If you just use floor(98/3) and floor(98/5) every 15th chair (again the LCM of 3 and 5) is counted twice. So you need to subtract that amount once, to account for the duplication.

(Just so we're clear, this is counting the chairs that ARE inspected, you will need to subtract this number from the total to get the amount that aren't inspected)



Here's my version of #3 hehehe.

$5*100 + $8*y = $5.50*n

y is the number of tickets sold the day of, n is the total.

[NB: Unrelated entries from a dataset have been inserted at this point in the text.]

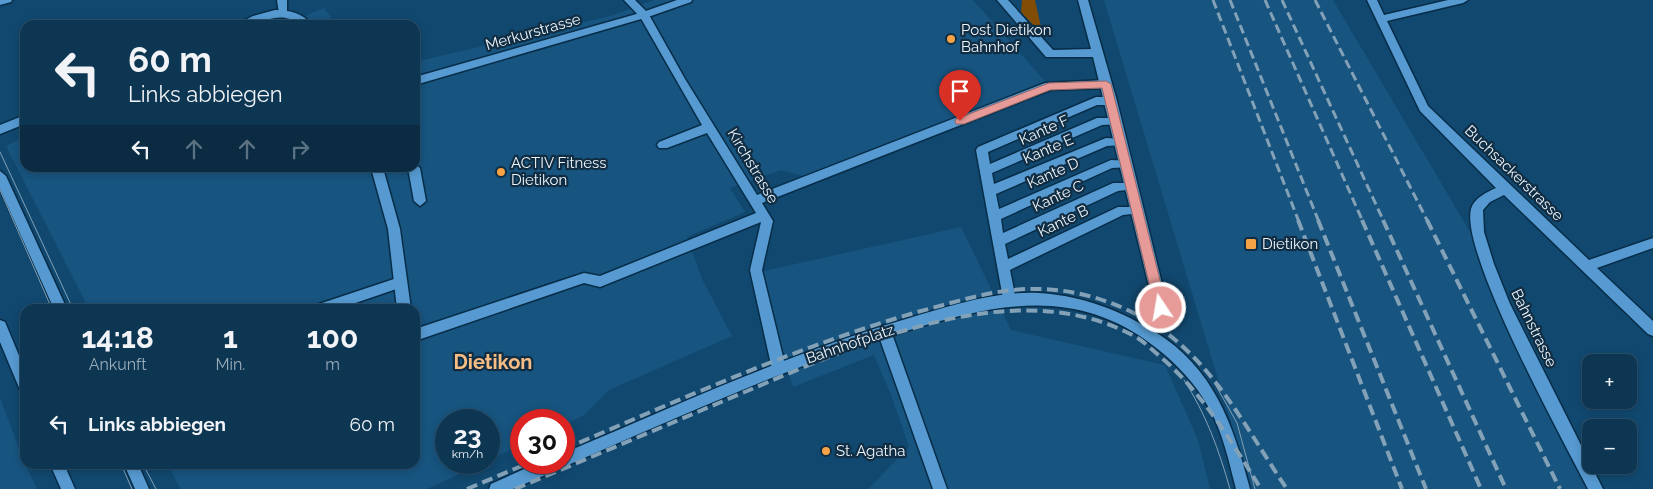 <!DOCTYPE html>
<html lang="de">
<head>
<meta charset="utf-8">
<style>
	:root { --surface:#0d3653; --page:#163e5a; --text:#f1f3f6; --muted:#9aabb8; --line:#2d506a }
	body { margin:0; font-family:Raleway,sans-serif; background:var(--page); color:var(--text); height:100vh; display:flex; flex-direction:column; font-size:19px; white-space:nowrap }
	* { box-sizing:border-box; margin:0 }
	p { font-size:16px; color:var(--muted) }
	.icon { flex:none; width:28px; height:28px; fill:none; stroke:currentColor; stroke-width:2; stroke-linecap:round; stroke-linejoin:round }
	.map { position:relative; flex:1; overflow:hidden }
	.side { position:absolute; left:20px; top:304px; width:400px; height:165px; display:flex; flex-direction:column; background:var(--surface); border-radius:15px; box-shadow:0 2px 8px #0003,0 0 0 1px var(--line) }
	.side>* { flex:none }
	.guide { position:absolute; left:20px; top:20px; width:400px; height:152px; border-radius:15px; box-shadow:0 2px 8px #0003,0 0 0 1px var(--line); background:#0d3653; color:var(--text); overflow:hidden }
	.buttons { position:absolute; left:1582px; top:354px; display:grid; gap:10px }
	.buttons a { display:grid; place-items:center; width:55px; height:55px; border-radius:10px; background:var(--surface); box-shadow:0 2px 8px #0003,0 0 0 1px var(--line); font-size:25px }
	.speed { position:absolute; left:435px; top:409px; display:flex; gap:10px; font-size:25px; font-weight:700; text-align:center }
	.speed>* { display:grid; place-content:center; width:65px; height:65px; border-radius:50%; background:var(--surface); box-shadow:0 2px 8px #0003,0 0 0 1px var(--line); line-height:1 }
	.speed small { font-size:12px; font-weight:400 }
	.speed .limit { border:8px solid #d22; background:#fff; color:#111 }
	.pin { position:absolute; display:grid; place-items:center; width:42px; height:42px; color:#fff; margin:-51px -21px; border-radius:50% 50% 50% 0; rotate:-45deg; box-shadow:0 0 5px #0007 }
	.pin .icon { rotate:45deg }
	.me { position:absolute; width:55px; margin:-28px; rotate:348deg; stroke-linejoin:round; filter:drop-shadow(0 0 4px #0008) }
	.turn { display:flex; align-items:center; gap:18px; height:105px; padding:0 25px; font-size:22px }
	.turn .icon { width:65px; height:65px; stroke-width:2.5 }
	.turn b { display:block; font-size:35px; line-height:42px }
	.lanes { display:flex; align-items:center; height:48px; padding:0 25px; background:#0003; justify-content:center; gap:25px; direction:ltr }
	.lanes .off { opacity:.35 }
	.eta { display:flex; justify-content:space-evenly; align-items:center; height:85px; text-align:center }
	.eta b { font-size:30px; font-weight:700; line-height:35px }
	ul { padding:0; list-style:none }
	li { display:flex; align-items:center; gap:15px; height:70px; padding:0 25px }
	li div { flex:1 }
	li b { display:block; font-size:19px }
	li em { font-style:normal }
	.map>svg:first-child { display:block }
</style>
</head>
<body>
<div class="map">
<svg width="1653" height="489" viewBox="0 0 1653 489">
	<rect width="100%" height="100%" fill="#11486f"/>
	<!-- built -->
	<g fill="#17547f">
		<polygon points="654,0 973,0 1045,81 910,138 804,176 781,170 730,188 745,212 687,237 702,279 732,336 609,390 584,415 564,425 564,420 521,420 521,445 489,460 489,420 446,420 446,462 483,463 427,489 180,489 168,464 415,464 415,309 89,309 6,146 25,136 25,168 415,168 415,62 610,16"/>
		<polygon points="1104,0 1333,0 1502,286 1601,489 1247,489 1248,479"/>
		<polygon points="324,8 337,25 282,25"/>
		<polygon points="961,227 1011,330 1165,365 1198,440 1210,489 868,489 909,447 891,395 874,355 793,387 776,336 764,271"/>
		<polygon points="0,398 25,464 37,489 0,489"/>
	</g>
	<!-- green -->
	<polygon fill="#814c05" points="1022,0 1035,0 1041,27 1036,28 1021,12"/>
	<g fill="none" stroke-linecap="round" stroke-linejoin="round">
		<defs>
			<g id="service">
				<polygon points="644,12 648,13 685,79 757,195 1045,83 1106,80 1111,84 1106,88 1050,90 762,203 773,221 762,270 786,369 784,373 779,375 774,373 772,369 750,270 761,222 600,287 584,283 415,341 415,329 584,273 600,276 756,213 707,133 667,148 659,148 657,145 659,142 702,125 639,15"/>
				<polygon points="1096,97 1111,97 1117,101 1111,105 1097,105 988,152 990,164 1097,118 1119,118 1121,121 1119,124 1102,125 992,173 994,184 1106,138 1124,139 1126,142 1124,145 1107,146 996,194 999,209 1111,160 1130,161 1132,164 1130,167 1112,168 1001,219 1003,233 1113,183 1135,183 1137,186 1135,189 1118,191 1005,244 1008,259 1118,207 1141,207 1143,210 1141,213 1123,215 1010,270 1016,300 1014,304 1009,306 1004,304 976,150 978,147"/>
				<polygon points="415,164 420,168 426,201 420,206 414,201 408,168 415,168"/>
				<polygon points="0,171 6,176 67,309 54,309 0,189"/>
				<polygon points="400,277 405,278 406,282 405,286 338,309 315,309 316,305"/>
				<polygon points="884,325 889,327 891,331 947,489 933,489 877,331 879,327"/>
				<polygon points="124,464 138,464 149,489 135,489"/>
			</g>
			<g id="minor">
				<polygon points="0,0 12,0 11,2 0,5"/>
				<polygon points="277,0 287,0 287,14 279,14"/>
				<polygon points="624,0 635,0 648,13 648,17 640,17"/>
				<path d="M 997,0 L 1008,0 L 1053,50 L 1091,49 L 1078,0 L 1088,0 L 1117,101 L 1168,308 L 1154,331 C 1214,368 1233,424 1250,489 L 1236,489 C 1229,462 1223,433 1209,408 C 1196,384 1177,364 1155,347 C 1076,285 994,304 906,331 C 860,345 814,361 769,379 C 683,414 598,452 513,489 L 489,489 L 491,484 L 540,462 L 564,462 L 564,453 C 677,405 788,354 906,319 C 949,306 994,291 1039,293 C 1075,295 1112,307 1143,325 L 1154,307 L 1093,57 L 1046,57 Z"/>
				<path d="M 1367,0 L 1377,0 L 1384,15 L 1448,0 L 1468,0 L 1463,3 L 1387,21 L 1428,106 L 1589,260 L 1653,238 L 1653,248 L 1597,268 L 1653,321 L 1653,336 L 1648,334 L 1504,195 L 1490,202 L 1483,210 L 1484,232 L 1494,264 L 1510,304 L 1603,489 L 1588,489 C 1564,442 1460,253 1471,209 C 1474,198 1487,192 1496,188 L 1420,111 Z"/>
				<polygon points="371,168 383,168 400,229 411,309 397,309 388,229"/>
			</g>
			<g id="tertiary">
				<polygon points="677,0 692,0 691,2 648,17 415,85 415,77 640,13"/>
				<path d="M 275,10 C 289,10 303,13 312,25 L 300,25 C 284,11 269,20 251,24 C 246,26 240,25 235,25 L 253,16 Z"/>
				<polygon points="25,115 25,124 0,134 0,125"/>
			</g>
			<g id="secondary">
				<polygon points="0,320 5,322 25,370 25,392 20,390 0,342"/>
				<polygon points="50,464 64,464 75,489 61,489"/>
			</g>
		</defs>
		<!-- service casing -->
		<use href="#service" stroke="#072d48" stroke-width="3"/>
		<!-- minor casing -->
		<use href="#minor" stroke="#072d48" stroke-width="3"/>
		<!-- tertiary casing -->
		<use href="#tertiary" stroke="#072d48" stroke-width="3"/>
		<!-- secondary casing -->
		<use href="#secondary" stroke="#072d48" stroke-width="3"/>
		<!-- service -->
		<use href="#service" fill="#569ad1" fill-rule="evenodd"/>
		<!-- minor -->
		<use href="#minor" fill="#569ad1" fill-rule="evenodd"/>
		<!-- tertiary -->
		<use href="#tertiary" fill="#569ad1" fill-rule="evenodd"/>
		<!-- secondary -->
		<use href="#secondary" fill="#569ad1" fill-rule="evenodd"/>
		<!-- tram -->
		<g stroke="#83a1b7" stroke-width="1">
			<polyline points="0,152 73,309"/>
			<polyline points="0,190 52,309"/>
			<path d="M 1184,380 C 1206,414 1219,450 1230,489"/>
			<polyline points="1215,384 1237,423 1255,489"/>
			<polyline points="121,464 132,489"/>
			<polyline points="143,464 156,489"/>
		</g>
		<!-- rail-far1 -->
		<g stroke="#83a1b7" stroke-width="3" stroke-dasharray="9 4.5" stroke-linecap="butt">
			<polyline points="1213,0 1299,222"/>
			<polyline points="1230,0 1319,222"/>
			<polyline points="1265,0 1363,222"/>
			<polyline points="1282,0 1384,222"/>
			<polyline points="1315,0 1428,222"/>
		</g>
		<!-- rail -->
		<g stroke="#83a1b7" stroke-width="4" stroke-dasharray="11 5.5" stroke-linecap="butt">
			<polyline points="1298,220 1402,489"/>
			<polyline points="1318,220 1426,489"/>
			<polyline points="1362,220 1481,489"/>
			<polyline points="1383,220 1506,489"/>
			<polyline points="1427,220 1560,489"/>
			<path d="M 564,449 C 682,399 798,346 921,311 C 959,301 998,288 1037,289 C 1084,289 1136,308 1173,338 C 1222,378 1252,438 1287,489"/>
			<polyline points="467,489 531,462"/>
			<path d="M 515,489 C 584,460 653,431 721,402 C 842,352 1009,267 1136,337 C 1143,341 1150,348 1156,353 C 1201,390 1231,441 1261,489"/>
		</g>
	</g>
	<!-- route -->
	<polygon fill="#e69b98" stroke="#966563" points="1106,81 1111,84 1167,308 1161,313 1155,308 1102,88 1050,90 964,124 956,124 955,121 956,119 1049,83"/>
	<!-- markers -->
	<g fill="#f6a247" stroke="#102d43" stroke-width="2">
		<circle cx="951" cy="39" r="5"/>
		<circle cx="501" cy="172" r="5"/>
		<rect x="1245" y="238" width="12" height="12" rx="2.5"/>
		<circle cx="826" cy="451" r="5"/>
	</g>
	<g text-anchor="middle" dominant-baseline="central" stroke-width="4.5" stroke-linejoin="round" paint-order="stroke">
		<!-- poi labels -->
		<g font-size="15" fill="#edf4fa" stroke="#102d43" text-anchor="start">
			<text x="961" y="30">Post Dietikon<tspan x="961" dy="17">Bahnhof</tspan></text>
			<text x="511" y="163">ACTIV Fitness<tspan x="511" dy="17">Dietikon</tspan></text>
			<text x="1262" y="244">Dietikon</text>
			<text x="836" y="451">St. Agatha</text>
		</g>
		<!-- street labels -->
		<g font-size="15" fill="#edf4fa" stroke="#102d43">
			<text transform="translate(533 32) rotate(-16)">Merkurstrasse</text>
			<text transform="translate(1044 130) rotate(-24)">Kante F</text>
			<text transform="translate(1048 149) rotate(-23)">Kante E</text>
			<text transform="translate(753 166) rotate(59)">Kirchstrasse</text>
			<text transform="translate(1053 173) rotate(-24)">Kante D</text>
			<text transform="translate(1514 173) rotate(44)">Buchsackerstrasse</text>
			<text transform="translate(1058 196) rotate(-25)">Kante C</text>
			<text transform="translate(1063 221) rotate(-26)">Kante B</text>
			<text transform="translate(1534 328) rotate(64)">Bahnstrasse</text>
			<text transform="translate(850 344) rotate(-19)">Bahnhofplatz</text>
		</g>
		<!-- district labels -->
		<g font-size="20" font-weight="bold" fill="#f8bd84" stroke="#102d43">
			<text x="493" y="362">Dietikon</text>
		</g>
	</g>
</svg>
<div class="buttons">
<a>+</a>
<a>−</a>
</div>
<div class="speed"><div>23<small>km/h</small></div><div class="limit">30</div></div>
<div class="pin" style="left:960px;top:121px;background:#d93025"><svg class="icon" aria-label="arrive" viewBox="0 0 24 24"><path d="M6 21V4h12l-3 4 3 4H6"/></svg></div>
<svg class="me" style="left:1161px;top:308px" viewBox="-20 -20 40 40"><circle r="17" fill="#e69b98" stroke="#fff" stroke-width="3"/><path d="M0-11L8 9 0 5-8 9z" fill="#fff"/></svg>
<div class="guide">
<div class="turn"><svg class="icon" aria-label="left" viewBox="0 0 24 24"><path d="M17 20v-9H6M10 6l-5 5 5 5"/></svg><div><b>60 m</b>Links abbiegen</div></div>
<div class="lanes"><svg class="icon" aria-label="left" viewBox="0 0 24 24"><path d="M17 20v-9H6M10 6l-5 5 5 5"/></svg><svg class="icon off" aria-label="ahead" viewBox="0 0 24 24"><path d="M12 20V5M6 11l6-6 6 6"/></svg><svg class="icon off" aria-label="ahead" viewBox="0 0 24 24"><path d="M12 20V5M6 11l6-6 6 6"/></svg><svg class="icon off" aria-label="right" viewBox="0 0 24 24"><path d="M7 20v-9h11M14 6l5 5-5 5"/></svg></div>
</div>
<section class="side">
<div class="eta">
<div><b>14:18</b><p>Ankunft</p></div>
<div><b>1</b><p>Min.</p></div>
<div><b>100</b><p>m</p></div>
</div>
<ul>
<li><svg class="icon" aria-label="left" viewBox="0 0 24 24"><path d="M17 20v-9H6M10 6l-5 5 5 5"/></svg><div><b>Links abbiegen</b></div><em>60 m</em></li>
</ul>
</section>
</div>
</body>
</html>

Since n is the total, and 100 were sold in advance, y = (n-100).

So $5*100 + $8*(n-100) = $5.50*n
$500 + $8n - $800 = $5.5*n
-$300 = -$2.5n
n = $300/$2.5
n = 120

 

[BehindEnemyLines]

Thank you all. I understand them now, although some methods are easier to understand. I may have more questions coming so, hope you all can help again

Thanks.

 

[matsuhisa]

CORRECTED::
3. For a concert, tickets that were purchased in advance of the day of the of the conert cost
$5.00 each, and tickets purchased the day of the concert cost $8.00 each. The total amount collected in ticket sales was the same as if every ticket purchased had cost $5.50. If 100 tickets were purchased in advance, what was the total number of tickets purchased? (Student-Response)

3. 120

i guess being a applied major at ucla was helpful... hehe...

well you have
100*$5.00=$500.00 (amount sold for advanced tickets)

the total amount made from tickets sales for advanced and day off tickets is:
x*$5.50

therefore, to find out the total number of tickets sold is:
total amount made from ticket sales=amount sold for advanced tickets+price of day off tickets*(total number of tickets sold-tickets sold in advanced)
in equation form:
($5.5)*x=(x-100)*$8+$500

so you get
5.5x=8x-800+500
5.5x=8x-300
300=2.5x
120=x

x is the total number of tickets sold, so here is the answer. if you don't understand the explanation... let me know. or maybe someone else can make it clearer.

 

[BehindEnemyLines]

matsuhisa & and all of you,

yes I understand them now. The actual hard part is putting words and numbers into an equation(s) that is workable. I need more practice (know more technique/methods) setting up equations.

thanks again.

 

[Noriaki]

Originally posted by: BehindEnemyLines
matsuhisa & and all of you,

yes I understand them now. The actual hard part is putting words and numbers into an equation(s) that is workable. I need more practice (know more technique/methods) setting up equations.

thanks again.

It just takes practice. Eventually you can just see the equations from reading the words. You just need to practice a bunch, and eventually it'll just come to you.